Most readers will recognize this as essentially repeating some of the General Feature Model of ISO19109 … with, I think, a few additions, and possibly exposing the contradiction between that and ISO19110 (the feature catalog description … and thanks to Andrew Woolf for bringing the latter to my attention.)
There are a few simple things in this world:
- Features which are instances of Feature Types, and which have identity:
- e.g. I am an instance of the Feature Type Humans. You can use my openid address to unambiguously point to me.
- Feature Types, are classes of objects in the real world.
- e.g Humans
- Features Types have properties, which characterize those Feature Types.
- e.g. I have brown eyes.
- Properties are attributes of Feature Types which are not interesting in their own right, although they are well defined, and are very useful.
- e.g. if you do a search on humans with brown eyes, you are interested in returning instances of human, not instances of brown. (You might be interested in doing a search on colours of eyes in humans and get brown back, but in that case, you are interested in getting members of a vocabulary back, not instances of real world things.)
- (NB: In ISO19109 such properties are composed into their parent feature descriptions, which is often not very helpful, since it implies that if i use colour as an attribute of human, it might not carry the same connotation as colour when used as an attribute of a dog. This “error” causes problems with serialization to RDF from an ISO19109 compliant domain model, since one can’t necessarily assume that they are the same concept, without some extra baggage, which essentially associates the properties with other entities. This extra baggage is implicit in ISO19110 which allows one to store properties independent of feature types.)
- Features have associations with other features, and may be composed or aggregated out of other features.
- e.g. My family is a specific aggregation of humans.
- We also have to deal with a specific class of features: those with well defined life cycles
- e.g. I was born, and will die. Someone is responsible for maintaining the description of me which carries my openid. (That might be me, but for inanimate objects, it’ll be a specific person.)

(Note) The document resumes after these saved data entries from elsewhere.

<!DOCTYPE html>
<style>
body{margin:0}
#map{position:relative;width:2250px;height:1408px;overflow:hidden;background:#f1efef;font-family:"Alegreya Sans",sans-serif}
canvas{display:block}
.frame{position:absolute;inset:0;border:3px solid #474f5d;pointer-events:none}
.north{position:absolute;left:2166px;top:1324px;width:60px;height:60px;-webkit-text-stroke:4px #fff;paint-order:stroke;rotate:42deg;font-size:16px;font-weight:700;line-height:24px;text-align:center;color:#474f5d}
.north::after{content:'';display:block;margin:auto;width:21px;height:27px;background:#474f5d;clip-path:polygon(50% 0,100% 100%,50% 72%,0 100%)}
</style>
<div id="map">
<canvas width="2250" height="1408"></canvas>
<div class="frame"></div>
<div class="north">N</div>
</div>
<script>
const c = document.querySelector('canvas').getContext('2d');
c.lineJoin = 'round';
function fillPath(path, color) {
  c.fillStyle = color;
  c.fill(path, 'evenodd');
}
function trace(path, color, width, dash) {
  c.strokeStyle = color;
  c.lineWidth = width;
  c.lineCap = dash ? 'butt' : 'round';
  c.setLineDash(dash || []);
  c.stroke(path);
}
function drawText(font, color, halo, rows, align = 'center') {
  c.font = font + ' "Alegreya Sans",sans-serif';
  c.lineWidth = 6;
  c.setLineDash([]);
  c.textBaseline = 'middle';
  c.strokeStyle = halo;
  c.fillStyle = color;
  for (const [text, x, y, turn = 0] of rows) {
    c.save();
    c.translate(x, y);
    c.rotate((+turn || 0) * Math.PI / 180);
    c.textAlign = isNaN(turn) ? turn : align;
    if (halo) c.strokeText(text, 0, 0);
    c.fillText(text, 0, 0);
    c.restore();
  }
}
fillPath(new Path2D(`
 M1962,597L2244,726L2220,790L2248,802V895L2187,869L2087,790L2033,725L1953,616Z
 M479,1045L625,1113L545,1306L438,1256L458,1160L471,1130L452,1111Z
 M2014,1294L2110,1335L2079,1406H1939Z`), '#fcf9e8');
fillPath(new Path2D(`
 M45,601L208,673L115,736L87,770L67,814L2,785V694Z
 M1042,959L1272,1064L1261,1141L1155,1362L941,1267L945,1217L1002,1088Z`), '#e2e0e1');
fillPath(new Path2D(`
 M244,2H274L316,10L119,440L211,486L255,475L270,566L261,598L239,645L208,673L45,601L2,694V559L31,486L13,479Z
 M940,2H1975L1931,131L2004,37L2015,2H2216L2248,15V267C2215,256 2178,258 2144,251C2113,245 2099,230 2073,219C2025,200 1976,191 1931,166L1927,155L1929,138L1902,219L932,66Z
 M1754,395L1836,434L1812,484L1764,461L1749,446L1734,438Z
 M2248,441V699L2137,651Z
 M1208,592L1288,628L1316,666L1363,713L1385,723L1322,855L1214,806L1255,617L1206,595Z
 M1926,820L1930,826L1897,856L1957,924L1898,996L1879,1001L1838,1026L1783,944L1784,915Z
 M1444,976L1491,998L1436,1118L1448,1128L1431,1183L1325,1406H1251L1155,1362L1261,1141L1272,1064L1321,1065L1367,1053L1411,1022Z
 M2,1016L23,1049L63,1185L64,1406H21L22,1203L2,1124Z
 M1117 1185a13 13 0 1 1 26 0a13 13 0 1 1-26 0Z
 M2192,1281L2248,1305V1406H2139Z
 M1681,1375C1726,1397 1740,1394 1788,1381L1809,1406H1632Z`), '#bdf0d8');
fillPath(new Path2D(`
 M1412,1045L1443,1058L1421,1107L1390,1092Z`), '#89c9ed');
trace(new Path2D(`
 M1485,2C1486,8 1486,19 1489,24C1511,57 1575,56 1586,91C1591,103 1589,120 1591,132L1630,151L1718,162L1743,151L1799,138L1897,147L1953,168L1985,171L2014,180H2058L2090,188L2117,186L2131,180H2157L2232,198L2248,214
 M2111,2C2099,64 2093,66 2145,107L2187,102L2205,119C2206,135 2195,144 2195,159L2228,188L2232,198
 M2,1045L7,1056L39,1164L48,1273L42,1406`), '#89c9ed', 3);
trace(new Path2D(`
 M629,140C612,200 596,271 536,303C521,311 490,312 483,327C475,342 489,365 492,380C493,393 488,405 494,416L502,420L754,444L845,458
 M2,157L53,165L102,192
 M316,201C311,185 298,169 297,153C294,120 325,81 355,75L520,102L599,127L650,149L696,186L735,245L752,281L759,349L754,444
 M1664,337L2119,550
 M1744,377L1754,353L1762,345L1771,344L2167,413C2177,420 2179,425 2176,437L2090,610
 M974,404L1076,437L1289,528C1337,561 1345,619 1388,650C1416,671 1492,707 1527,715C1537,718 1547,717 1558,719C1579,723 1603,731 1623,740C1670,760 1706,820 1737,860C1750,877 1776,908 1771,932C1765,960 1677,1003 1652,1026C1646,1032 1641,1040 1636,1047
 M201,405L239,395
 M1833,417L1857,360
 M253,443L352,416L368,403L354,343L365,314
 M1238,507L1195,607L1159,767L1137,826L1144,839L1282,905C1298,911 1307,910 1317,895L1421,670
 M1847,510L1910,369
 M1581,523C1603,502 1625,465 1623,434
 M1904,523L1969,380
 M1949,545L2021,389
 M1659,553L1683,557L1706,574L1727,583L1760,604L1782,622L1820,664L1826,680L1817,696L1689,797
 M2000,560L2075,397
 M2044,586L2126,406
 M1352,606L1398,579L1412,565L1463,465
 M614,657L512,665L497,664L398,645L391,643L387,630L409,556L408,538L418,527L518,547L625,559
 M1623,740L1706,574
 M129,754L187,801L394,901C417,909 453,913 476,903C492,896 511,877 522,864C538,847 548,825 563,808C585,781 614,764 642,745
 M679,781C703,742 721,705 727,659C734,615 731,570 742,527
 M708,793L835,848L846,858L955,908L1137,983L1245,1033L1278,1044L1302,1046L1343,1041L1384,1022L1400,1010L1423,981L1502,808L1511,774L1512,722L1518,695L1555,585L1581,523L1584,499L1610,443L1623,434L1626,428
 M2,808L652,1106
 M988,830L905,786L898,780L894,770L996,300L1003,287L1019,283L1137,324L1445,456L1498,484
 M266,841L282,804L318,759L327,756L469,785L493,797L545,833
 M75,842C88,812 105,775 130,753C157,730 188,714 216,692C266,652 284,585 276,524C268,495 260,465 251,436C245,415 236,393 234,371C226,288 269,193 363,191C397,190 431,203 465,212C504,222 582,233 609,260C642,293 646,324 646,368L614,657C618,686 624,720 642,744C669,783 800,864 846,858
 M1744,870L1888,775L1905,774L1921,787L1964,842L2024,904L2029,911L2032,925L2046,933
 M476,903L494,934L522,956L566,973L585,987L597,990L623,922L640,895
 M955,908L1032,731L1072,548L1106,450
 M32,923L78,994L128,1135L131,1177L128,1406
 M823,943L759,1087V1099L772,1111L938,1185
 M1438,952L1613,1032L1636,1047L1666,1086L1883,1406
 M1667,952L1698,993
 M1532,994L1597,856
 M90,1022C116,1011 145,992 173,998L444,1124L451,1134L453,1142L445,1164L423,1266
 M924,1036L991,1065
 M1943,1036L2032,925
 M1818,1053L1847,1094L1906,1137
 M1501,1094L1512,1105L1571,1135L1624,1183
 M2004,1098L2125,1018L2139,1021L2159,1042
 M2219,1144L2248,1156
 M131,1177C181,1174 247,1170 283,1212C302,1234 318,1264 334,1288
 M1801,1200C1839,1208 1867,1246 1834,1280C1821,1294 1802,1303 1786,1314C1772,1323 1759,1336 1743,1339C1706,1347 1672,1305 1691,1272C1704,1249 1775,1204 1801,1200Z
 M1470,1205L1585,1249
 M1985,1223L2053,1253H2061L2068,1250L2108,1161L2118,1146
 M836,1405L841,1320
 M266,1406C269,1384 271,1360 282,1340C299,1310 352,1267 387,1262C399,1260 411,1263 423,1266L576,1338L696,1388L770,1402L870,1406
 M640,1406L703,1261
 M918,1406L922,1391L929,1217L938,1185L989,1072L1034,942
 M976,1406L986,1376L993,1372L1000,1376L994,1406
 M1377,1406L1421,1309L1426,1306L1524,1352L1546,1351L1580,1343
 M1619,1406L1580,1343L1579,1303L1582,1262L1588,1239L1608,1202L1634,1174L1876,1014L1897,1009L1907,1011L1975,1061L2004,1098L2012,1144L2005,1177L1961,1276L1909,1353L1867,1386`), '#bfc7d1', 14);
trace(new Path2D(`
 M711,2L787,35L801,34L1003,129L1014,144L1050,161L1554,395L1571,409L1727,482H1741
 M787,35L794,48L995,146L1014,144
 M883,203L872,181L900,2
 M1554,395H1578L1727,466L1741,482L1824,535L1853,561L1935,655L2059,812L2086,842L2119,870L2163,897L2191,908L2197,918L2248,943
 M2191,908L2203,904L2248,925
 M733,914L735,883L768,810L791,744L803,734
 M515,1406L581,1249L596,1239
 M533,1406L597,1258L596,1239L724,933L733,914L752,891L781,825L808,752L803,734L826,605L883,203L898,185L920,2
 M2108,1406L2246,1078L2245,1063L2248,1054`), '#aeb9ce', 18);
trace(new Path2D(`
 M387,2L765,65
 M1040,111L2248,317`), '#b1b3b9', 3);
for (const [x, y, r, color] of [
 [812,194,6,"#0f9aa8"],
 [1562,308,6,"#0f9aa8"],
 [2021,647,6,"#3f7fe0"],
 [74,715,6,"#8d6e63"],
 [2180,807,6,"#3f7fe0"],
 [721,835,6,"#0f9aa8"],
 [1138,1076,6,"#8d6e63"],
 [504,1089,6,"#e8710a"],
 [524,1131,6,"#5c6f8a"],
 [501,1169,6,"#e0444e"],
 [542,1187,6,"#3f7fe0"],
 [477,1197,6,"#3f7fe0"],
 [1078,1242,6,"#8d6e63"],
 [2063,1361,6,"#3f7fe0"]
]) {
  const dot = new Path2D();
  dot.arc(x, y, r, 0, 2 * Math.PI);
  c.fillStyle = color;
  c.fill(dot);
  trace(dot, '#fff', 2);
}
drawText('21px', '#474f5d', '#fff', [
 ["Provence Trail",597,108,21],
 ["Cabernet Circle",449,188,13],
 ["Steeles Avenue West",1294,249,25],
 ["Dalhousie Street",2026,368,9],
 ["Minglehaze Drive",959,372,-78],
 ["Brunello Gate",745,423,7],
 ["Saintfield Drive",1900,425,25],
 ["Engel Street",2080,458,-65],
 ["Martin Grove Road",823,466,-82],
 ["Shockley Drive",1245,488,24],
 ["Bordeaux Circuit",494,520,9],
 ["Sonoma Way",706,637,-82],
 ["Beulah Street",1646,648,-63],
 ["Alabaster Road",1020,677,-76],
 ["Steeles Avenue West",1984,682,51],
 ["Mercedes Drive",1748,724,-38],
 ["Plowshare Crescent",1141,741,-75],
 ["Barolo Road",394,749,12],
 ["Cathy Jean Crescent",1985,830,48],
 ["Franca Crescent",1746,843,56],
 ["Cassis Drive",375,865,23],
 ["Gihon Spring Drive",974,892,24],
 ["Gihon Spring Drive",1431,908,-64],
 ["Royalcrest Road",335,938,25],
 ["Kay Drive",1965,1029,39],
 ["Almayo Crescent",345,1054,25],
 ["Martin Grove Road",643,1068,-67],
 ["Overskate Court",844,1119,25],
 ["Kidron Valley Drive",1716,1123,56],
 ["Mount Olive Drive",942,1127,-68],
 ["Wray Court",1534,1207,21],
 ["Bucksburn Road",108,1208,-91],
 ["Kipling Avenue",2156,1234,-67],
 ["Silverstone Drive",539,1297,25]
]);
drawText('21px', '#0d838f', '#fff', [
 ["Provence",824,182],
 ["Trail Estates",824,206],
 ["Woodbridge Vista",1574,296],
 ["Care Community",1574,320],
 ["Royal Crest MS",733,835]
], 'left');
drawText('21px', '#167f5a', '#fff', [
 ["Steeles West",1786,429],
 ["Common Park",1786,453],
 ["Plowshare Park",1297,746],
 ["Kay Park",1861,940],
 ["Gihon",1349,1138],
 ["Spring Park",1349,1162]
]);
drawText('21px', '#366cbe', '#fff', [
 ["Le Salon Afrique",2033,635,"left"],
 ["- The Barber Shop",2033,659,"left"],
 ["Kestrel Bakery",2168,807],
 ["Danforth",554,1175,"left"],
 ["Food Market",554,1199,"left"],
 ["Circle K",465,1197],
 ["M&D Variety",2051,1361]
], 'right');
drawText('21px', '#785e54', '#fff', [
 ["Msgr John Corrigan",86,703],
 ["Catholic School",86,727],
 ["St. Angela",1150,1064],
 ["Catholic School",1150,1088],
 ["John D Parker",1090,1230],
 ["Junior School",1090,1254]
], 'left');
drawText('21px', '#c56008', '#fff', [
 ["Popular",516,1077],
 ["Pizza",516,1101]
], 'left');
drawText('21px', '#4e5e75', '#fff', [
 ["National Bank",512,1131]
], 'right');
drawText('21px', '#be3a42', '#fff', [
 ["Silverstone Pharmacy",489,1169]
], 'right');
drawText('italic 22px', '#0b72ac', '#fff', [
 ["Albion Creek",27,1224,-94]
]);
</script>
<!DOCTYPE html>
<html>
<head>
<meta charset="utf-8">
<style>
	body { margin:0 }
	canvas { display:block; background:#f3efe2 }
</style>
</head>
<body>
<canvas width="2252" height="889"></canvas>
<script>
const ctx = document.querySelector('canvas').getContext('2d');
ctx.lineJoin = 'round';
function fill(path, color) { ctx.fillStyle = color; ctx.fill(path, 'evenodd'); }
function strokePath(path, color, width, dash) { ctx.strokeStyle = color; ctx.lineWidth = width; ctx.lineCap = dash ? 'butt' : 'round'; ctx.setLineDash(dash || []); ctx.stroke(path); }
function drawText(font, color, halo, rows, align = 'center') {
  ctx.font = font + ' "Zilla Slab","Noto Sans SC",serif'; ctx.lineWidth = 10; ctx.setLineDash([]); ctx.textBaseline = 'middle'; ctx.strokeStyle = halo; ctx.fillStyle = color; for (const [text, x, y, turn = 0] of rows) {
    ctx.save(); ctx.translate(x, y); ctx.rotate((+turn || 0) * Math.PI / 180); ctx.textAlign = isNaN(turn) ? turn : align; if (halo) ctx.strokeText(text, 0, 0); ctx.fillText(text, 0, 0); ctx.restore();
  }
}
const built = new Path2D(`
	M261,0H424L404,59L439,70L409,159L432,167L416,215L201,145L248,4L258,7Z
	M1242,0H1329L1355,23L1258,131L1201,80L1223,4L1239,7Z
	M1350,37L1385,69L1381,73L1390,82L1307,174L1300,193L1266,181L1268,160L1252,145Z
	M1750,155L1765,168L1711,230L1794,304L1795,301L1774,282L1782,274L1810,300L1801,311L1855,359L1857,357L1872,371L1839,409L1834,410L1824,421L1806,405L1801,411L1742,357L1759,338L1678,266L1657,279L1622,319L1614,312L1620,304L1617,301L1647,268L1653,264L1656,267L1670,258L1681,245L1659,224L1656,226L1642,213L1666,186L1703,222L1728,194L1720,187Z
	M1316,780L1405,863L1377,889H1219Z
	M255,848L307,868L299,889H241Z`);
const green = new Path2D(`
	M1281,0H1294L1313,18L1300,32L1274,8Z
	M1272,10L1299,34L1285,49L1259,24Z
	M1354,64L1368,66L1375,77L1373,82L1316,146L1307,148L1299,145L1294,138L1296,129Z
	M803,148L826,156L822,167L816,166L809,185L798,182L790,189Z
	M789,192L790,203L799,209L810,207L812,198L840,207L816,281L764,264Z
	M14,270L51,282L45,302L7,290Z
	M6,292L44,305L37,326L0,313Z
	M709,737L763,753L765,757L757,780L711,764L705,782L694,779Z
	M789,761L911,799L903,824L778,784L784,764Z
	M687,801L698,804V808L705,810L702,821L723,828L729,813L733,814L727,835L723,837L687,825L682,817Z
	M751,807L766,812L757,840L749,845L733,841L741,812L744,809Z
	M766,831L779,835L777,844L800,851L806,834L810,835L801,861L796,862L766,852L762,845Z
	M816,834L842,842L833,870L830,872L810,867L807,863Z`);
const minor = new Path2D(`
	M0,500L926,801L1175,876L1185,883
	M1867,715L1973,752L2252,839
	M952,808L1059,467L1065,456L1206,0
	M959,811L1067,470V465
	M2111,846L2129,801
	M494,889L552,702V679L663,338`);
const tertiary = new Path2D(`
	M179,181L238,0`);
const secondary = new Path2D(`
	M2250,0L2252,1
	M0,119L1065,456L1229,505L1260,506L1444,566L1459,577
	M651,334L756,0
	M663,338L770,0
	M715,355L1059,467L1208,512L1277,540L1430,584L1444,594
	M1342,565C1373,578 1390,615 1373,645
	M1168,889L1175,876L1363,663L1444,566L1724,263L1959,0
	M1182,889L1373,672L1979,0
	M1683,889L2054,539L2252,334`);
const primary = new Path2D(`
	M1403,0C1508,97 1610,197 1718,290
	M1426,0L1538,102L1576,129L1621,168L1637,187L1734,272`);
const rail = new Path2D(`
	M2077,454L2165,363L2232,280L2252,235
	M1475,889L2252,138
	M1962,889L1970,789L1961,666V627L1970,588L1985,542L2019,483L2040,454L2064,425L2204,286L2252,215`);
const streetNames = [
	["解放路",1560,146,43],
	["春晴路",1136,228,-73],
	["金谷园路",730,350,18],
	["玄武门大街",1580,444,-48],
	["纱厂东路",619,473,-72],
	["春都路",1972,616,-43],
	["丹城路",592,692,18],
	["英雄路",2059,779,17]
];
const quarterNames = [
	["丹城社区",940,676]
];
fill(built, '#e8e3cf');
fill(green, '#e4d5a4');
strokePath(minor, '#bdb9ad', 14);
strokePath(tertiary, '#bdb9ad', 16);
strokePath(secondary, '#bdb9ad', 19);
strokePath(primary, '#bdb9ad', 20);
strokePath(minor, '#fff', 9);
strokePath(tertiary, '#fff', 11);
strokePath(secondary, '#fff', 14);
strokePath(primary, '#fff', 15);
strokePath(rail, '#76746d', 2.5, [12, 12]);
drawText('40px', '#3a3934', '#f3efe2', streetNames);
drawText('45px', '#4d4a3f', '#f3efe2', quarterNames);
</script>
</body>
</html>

- The implication of this is that there is an authoritative description of me, there are authoritative descriptions of my family, and both are bounded by a specific composition of features and set of properties. (In metafor, these compositions are called “documents”, because they themselves are important entities, with life cycles.)
Why is this important? Well, in the context of building software tools which themselves describe software tools (e.g climate models), we need to distinguish between these concepts (e.g. the models, and the language they are written in).
This matters, because we want to serialize these descriptions in both rdf triples and XML documents for good reasons: the former yields excellent methods of indexing documents, the latter, excellent technology for document exchange (and differencing.)
(Yes, yes, I know one can compose RDF into things with the properties of documents via OWL, but XML is more useful for handing to a GUI etc, and we can talk about OWL another day.)
When we’ve got this in place, we want to use our RDF to index things, but in general we are interested (from a software perspective) in creating, managing, displaying, and differencing our feature instances, not their properties (humans consume those). So, our domain model - however serialized - needs to distinguish between all these things.
comments (2)
Andrew (on Friday 22 October, 2010)
But note the NWIP 19110 removes the inconsistency with GFM wrt ownership of properties by features.
You might also want to look at 19126 which addresses the issue of feature concepts (including properties) and their definitions, separate from their construction into feature models and application schemas.
Re “authoritative description” (of you, or anything else) - the semantic web approach is rather to give you an authoritative label (URI), but recognise that there might be multiple representations and (partial) views of you available through (or linked to) that label.
Stephen Pascoe (on Friday 22 October, 2010)
It is the final point that I find the most fascinating about the RDF vs. XML. XML documents are “bounded” whereas RDF is not. This definitely makes management easier until you start worrying about connections between XML documents.
I’m surprised you propose that differencability is a strength of XML. The difference between 2 RDF documents could be defined as the set-symmetric-difference of the 2 sets of triples (granted it’s more complex when blank-nodes are involved but you could still define difference independent of the schema). In contrast I could imagine many different ways of defining difference in XML – assuming you are interested in differencing the semantics rather than just the DOM tree.